This article contains trends for the year 2021. Check out Management trends for 2023: Power skills for leaders for the most recent trends in business.
2020 will forever be synonymous with COVID-19 and its attendant health and economic crises – not to mention climate emergencies and political turmoil in various parts of the world.
But even assuming that COVID-19 is brought under control during the next year, 2021 will present unique challenges for businesses seeking to recover from this year’s shocks. What management skills will you need to respond to those challenges?
Find out the best management trends in 2021.
5 key leadership skills managers will need for 2021
Here, IESE professors and experts identify five key leadership skills managers will need to navigate 2021:
Most of us know that empathy is all about putting yourself into someone else’s shoes, in order to understand what they’re thinking and feeling.
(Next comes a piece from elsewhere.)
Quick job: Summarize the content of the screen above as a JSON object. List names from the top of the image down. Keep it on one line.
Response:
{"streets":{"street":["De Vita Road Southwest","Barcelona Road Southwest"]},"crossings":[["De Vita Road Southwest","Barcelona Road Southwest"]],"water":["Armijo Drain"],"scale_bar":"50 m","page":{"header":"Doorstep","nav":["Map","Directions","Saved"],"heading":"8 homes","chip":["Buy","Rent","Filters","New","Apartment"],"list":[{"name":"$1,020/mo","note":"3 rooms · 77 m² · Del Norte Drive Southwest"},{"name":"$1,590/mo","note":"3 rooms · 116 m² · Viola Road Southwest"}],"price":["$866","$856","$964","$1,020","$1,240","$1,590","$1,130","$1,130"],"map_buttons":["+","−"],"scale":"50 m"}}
Does this matter in business? Prof. Anneloes Raes thinks so. “This is really something that I think is very important in many business situations, whether it is about understanding your clients, understanding your team members, understanding your negotiation partners, understanding the markets,” Prof. Raes says.
Empathy is crucial during times of crisis when so many people are struggling. It’s also key to producing the kinds of connections with colleagues that can generate much-needed innovation. Empathetic leaders know how to create an atmosphere in which all of their team members – not just a few – come forward with ideas. They know how to engage with team members who are different from themselves because of culture, or background, or personality, or age.
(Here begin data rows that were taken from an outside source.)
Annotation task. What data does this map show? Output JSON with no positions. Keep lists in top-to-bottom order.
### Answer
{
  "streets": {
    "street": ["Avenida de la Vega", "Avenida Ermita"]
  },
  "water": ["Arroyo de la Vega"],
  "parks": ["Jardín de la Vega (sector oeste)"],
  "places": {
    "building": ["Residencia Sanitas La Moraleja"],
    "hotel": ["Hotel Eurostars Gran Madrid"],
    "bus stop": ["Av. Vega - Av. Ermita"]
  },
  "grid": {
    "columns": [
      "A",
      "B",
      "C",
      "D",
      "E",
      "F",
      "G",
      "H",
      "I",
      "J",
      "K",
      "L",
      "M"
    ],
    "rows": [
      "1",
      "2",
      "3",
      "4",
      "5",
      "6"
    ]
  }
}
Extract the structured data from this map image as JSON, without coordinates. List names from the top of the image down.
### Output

“Our context has changed so much that many companies find themselves very fundamentally rethinking their business models,” Raes says. “We need a lot of innovation. And what do we need for innovation? Relationships, sharing of information, serendipity of conversations.”
“We tend to repeat things that have worked well in the past. But the year 2021, for sure, is not going to be a year that is going to be similar to anything we’ve had before,” says Prof. Mireia Las Heras.
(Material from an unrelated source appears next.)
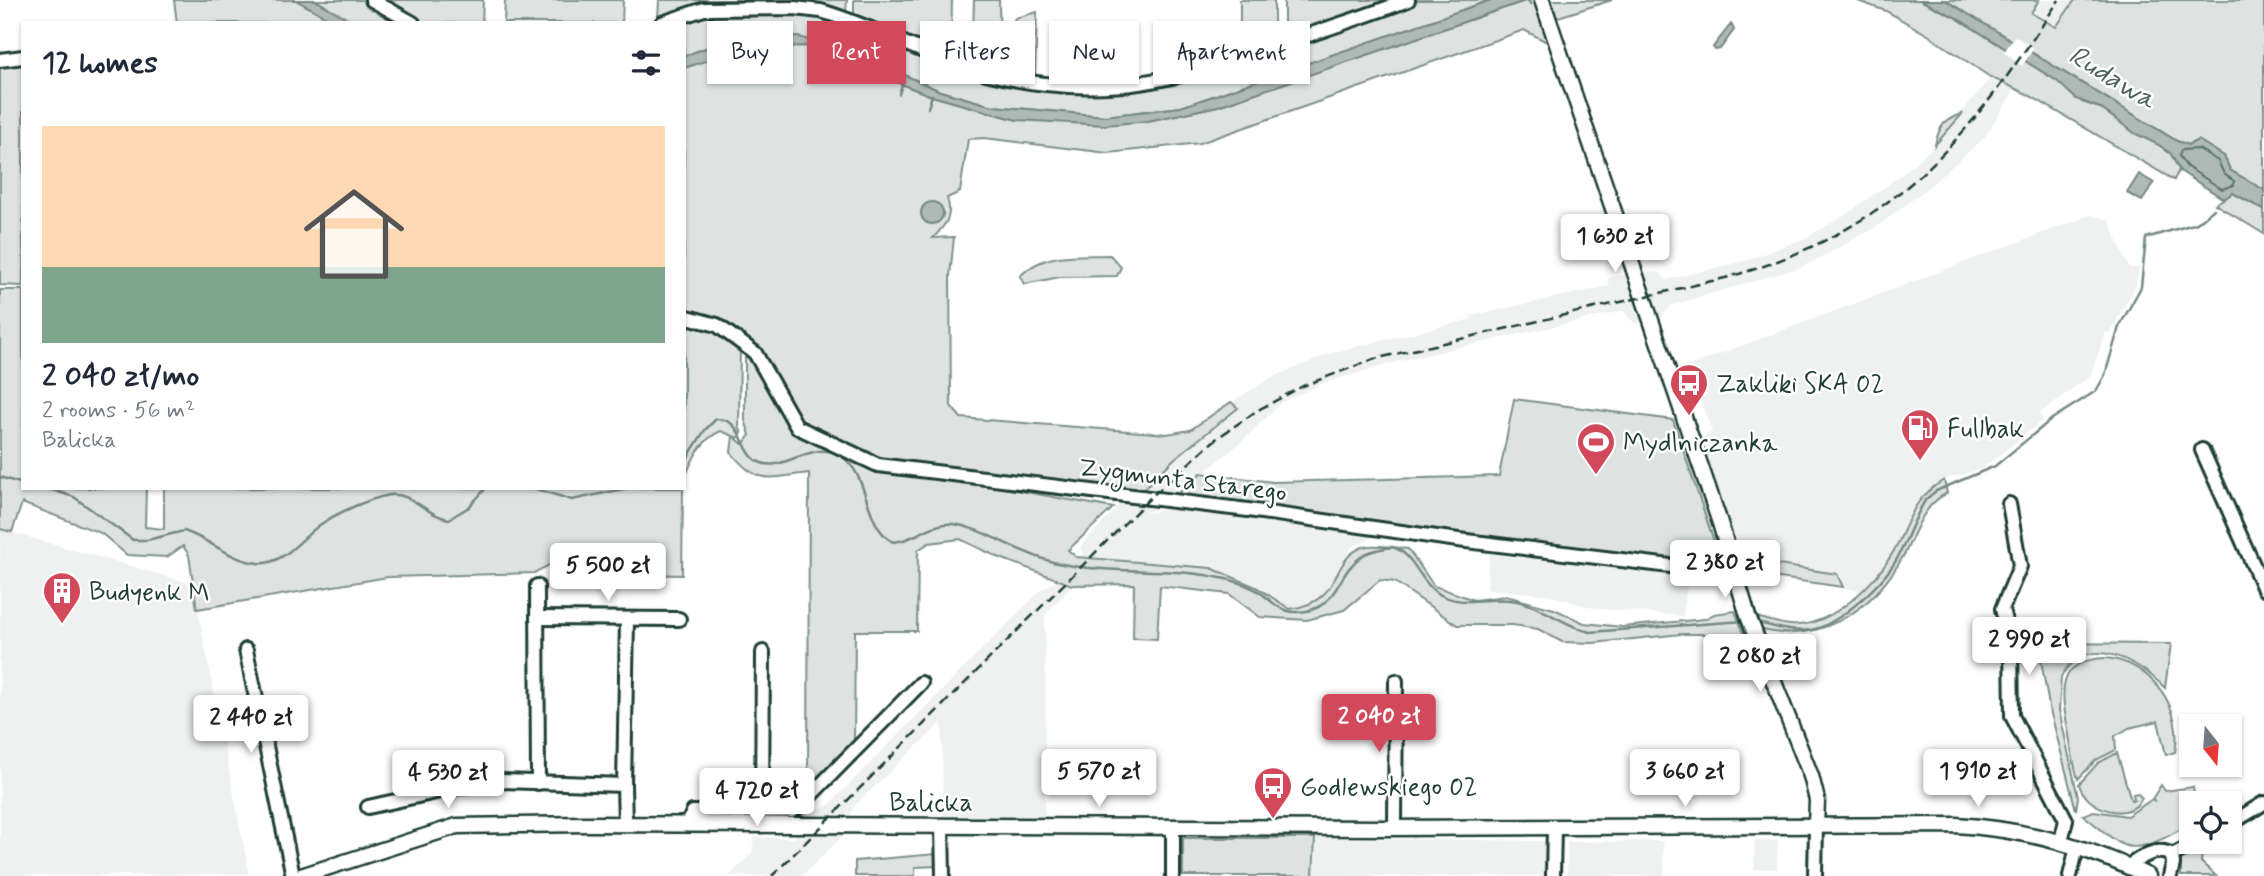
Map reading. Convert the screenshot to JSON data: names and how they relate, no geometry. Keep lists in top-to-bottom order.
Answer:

To respond, managers will have to show mental flexibility, or a willingness to do things differently – even if the way they operated in the past was very successful.
“Flexibility is a no brainer. Either you are flexible or you die. Because there is no way that we can navigate the situation we are living now without re-examining our own assumptions, our own way of doing things.”
Mireia Las Heras
That can involve asking for inputs from people who are very different from yourself in terms of background, knowledge and ideas – just as an empathetic leader would. It’s also having the self-awareness to recognize that you are probably invested in the way you work – you’ve developed the habits, knowledge, processes and technology to do things the way you’re doing them now.
3. Learning agility
In some ways, learning agility incorporates both empathy and flexibility. “Learning agility is a mental model or a mindset and also a set of practices,” says Marc Sosna, executive director of IESE’s Learning Innovation Unit.
“Companies will need to change their strategies, change their business models, and take into consideration many more external factors and trends than they ever had to before,” says Sosna. “Learning agility will be an incredibly important aspect of being successful in that.”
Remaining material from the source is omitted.